Figure 3. The 0- and 84-hour forecasts at 500 mb from the NAM model, valid at 1200 GMT Monday, May 18, and 0000 GMT Friday, May 22, are remarkably similar, reflecting the persistence in the current pattern. Image credit: NCAR/RAL Real-Time Weather Data.
Another wet week ahead Prodigious rains are emerging as the big weather story this month—not a surprise, given that an unseasonably early El Niño event is now strengthening. Persistent, recurrent upper lows in the Southwest (see Figure 3) have channeled deep moisture from the Gulf of Mexico across the central states and provided jet-stream energy to lift the moist air. It appears quite possible that this month will eclipse June 1989 as the wettest month in Oklahoma City history, in records going back to late 1890. With 12.85” reported as of Monday morning, only 1.82” is needed to break the 1989 record, with more rain in the forecast throughout this week. Other cities are also in the running for monthly rain records, including San Diego, where 2.35” has fallen this month; the city’s May record is 2.54” (1921), and light showers are expected late this week. Phoenix scored 0.93” of rain last Thursday, the most observed on any May day on record. The current monthly total of 1.17” in Phoenix makes it the second-wettest May on record, behind only May 1930 (1.31"). A wet weekend pushed Jamestown, ND, up to 8.29” for the month, the highest May total in records going back to 1893.
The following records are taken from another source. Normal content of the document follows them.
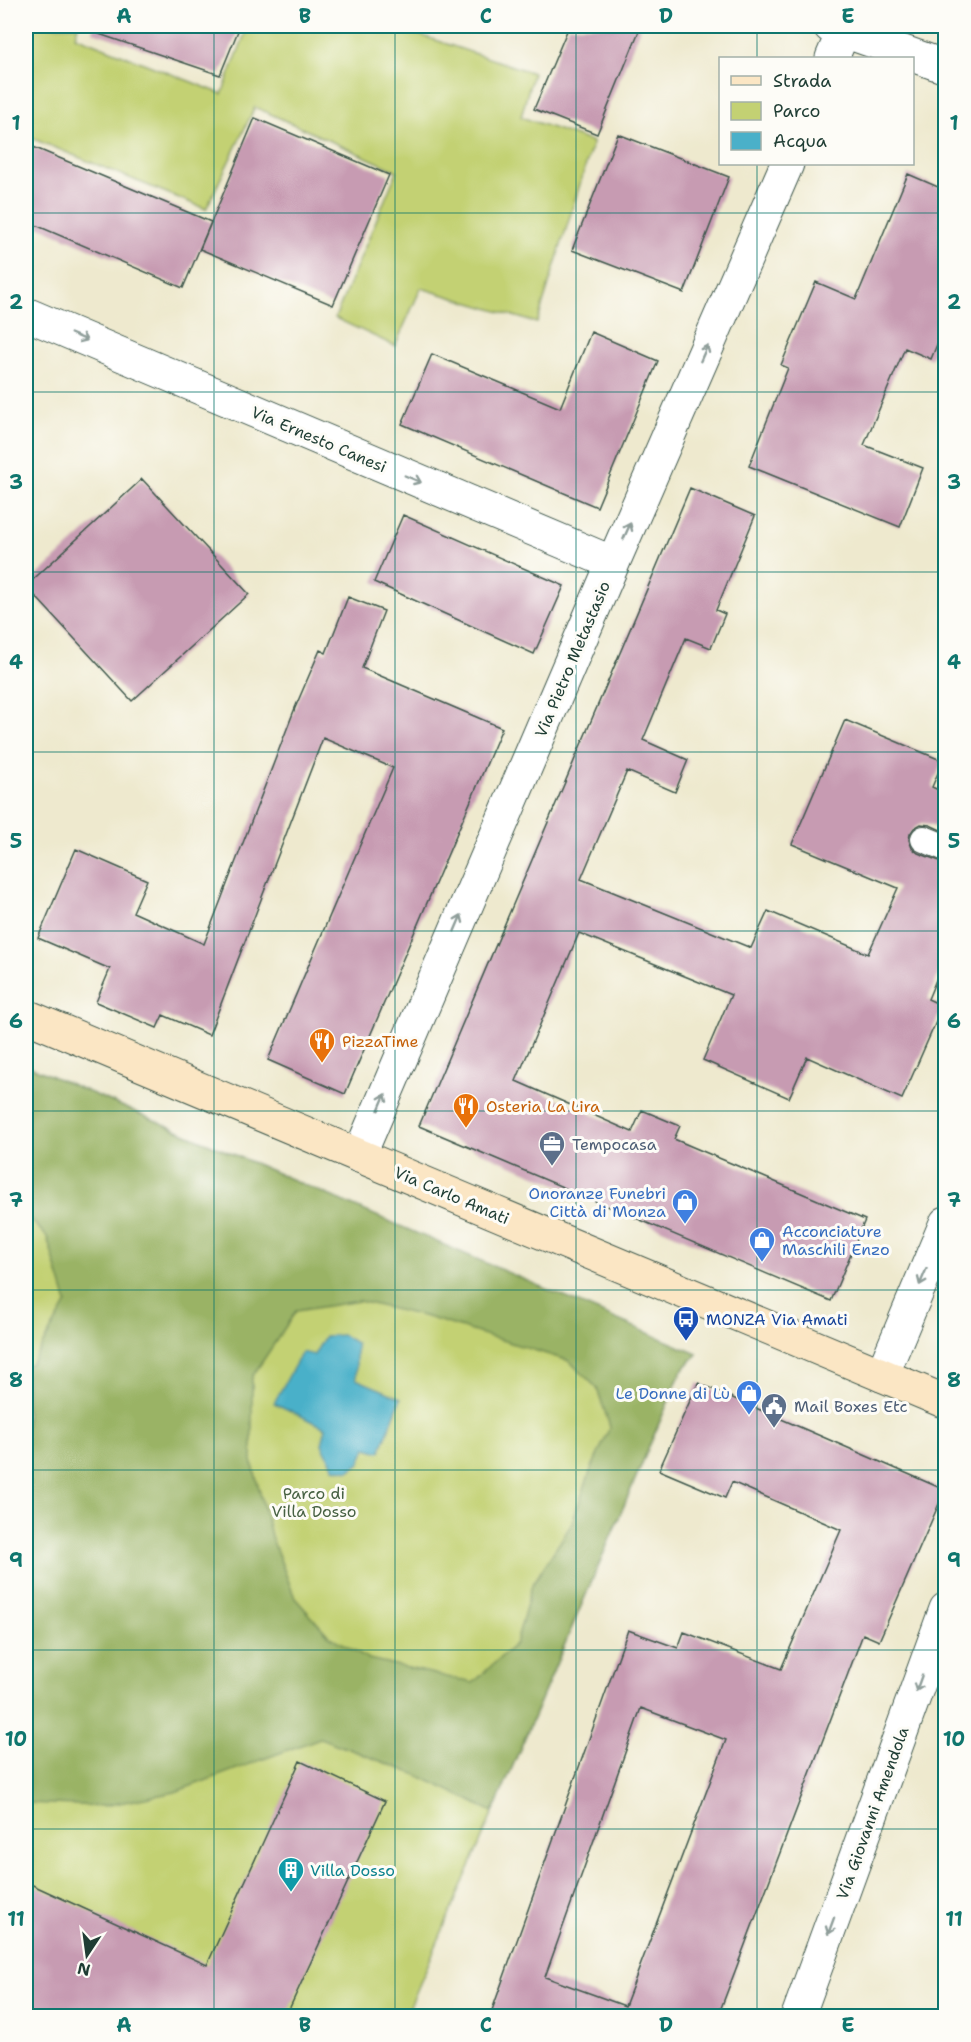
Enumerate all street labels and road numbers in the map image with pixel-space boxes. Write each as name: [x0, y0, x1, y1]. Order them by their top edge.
street label: Via Ernesto Canesi: [248, 401, 390, 477]
street label: Via Pietro Metastasio: [530, 578, 615, 741]
street label: Via Carlo Amati: [391, 1162, 512, 1229]
street label: Via Giovanni Amendola: [831, 1724, 914, 1902]

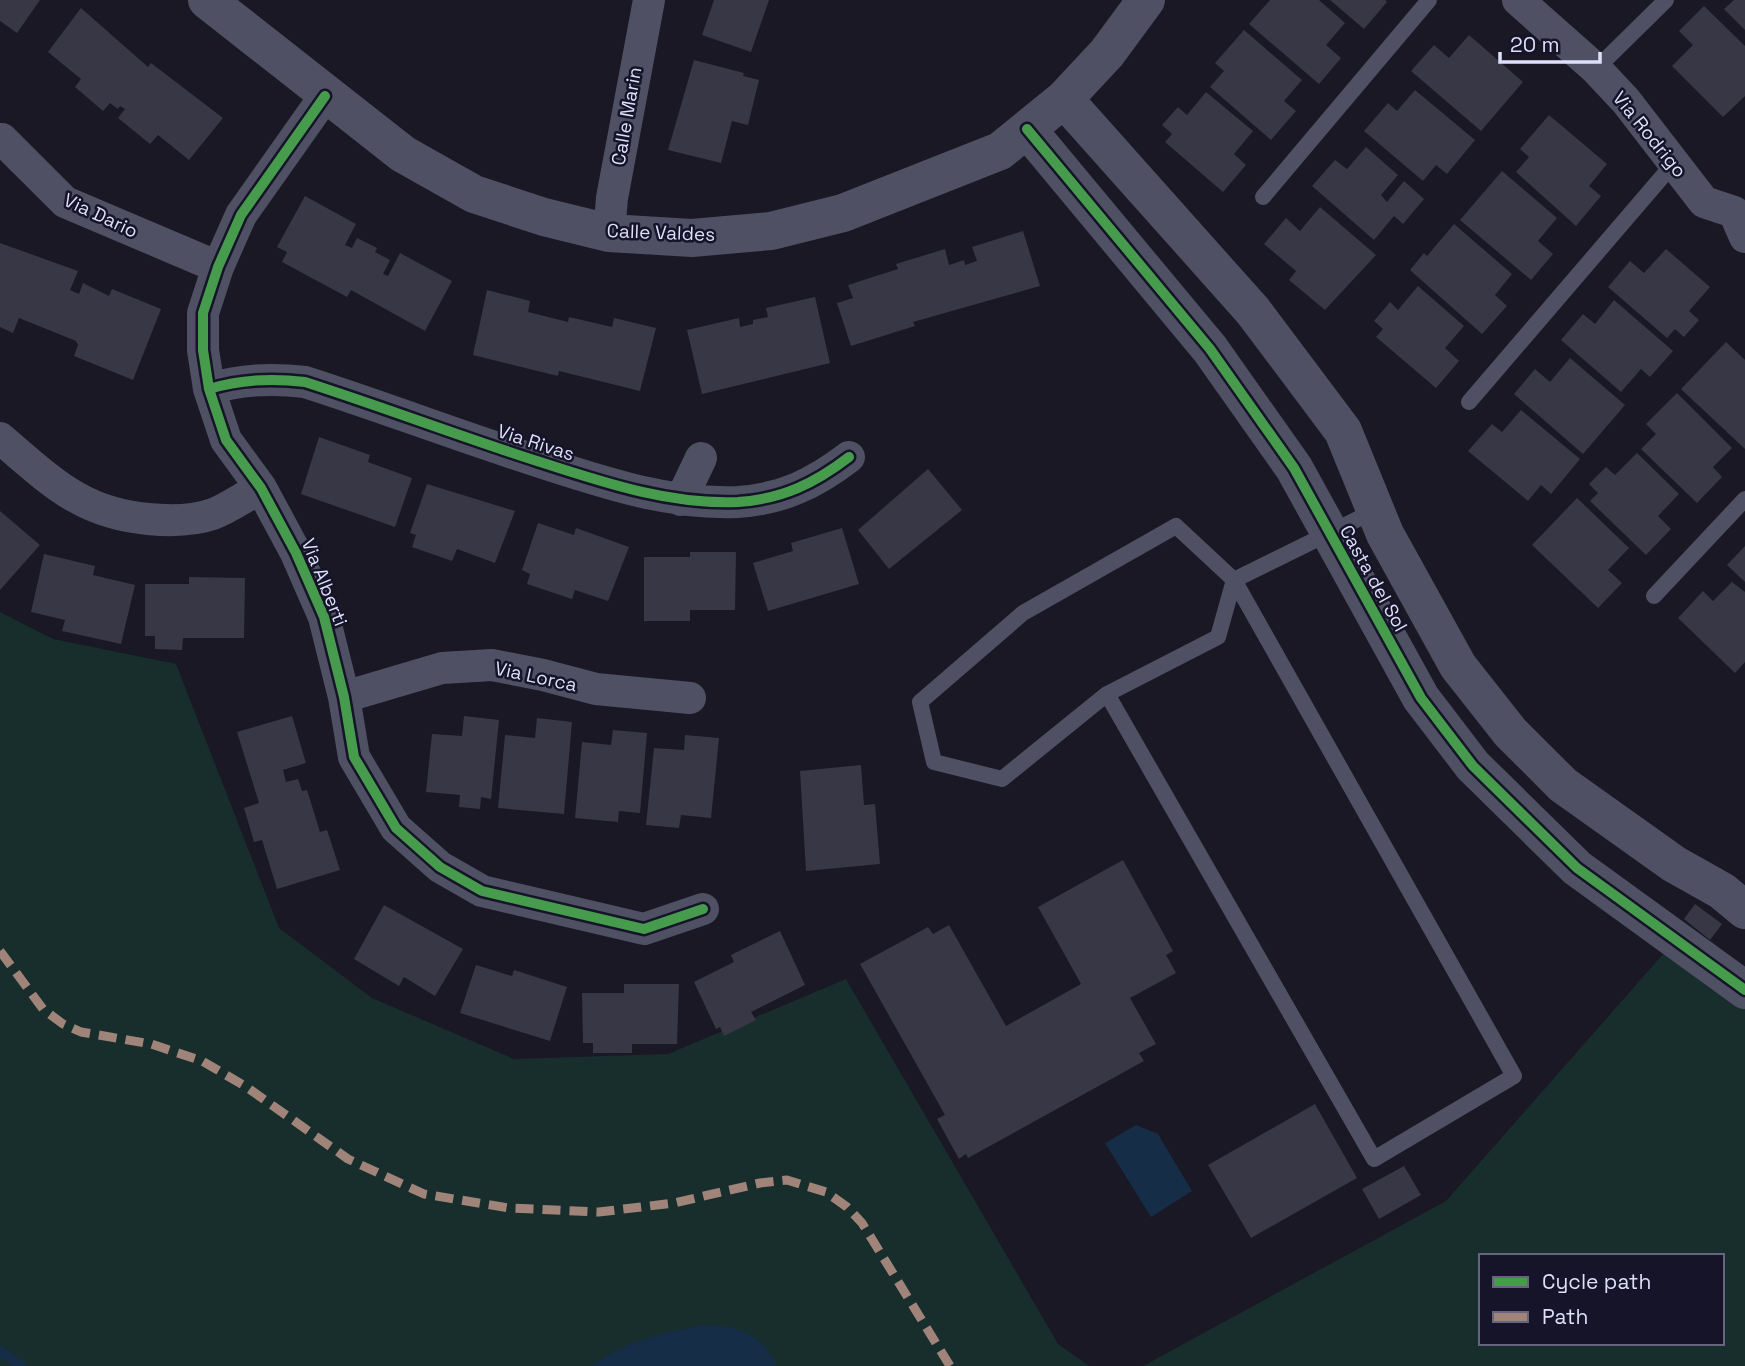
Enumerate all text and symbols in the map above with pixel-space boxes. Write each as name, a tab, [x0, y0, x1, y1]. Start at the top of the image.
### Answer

Figure 4. The 7-day precipitation outlook from NOAA’s Weather Prediction Center for the period 1200 GMT Monday, May 18 - 25. Image credit: NOAA/NCEP Weather Prediction Center.
The zone of rich moisture that’s covered the Plains much of this month will be pushed southward early this week by a chilly-for-May surface air mass. The next chance for widespread severe weather will likely be on Friday or Saturday, as yet another upper low in the Southwest (see Figure 3, above) moves across the Plains. However, it’s again possible that early-morning showers and storms will shunt the most unstable air away from the zone of strongest wind shear, limiting the area at risk of significant tornadoes or other severe weather. Heavy rains appear to be a safe bet (see Figure 4, above), again putting parts of the Southern Plains at risk of flash flooding.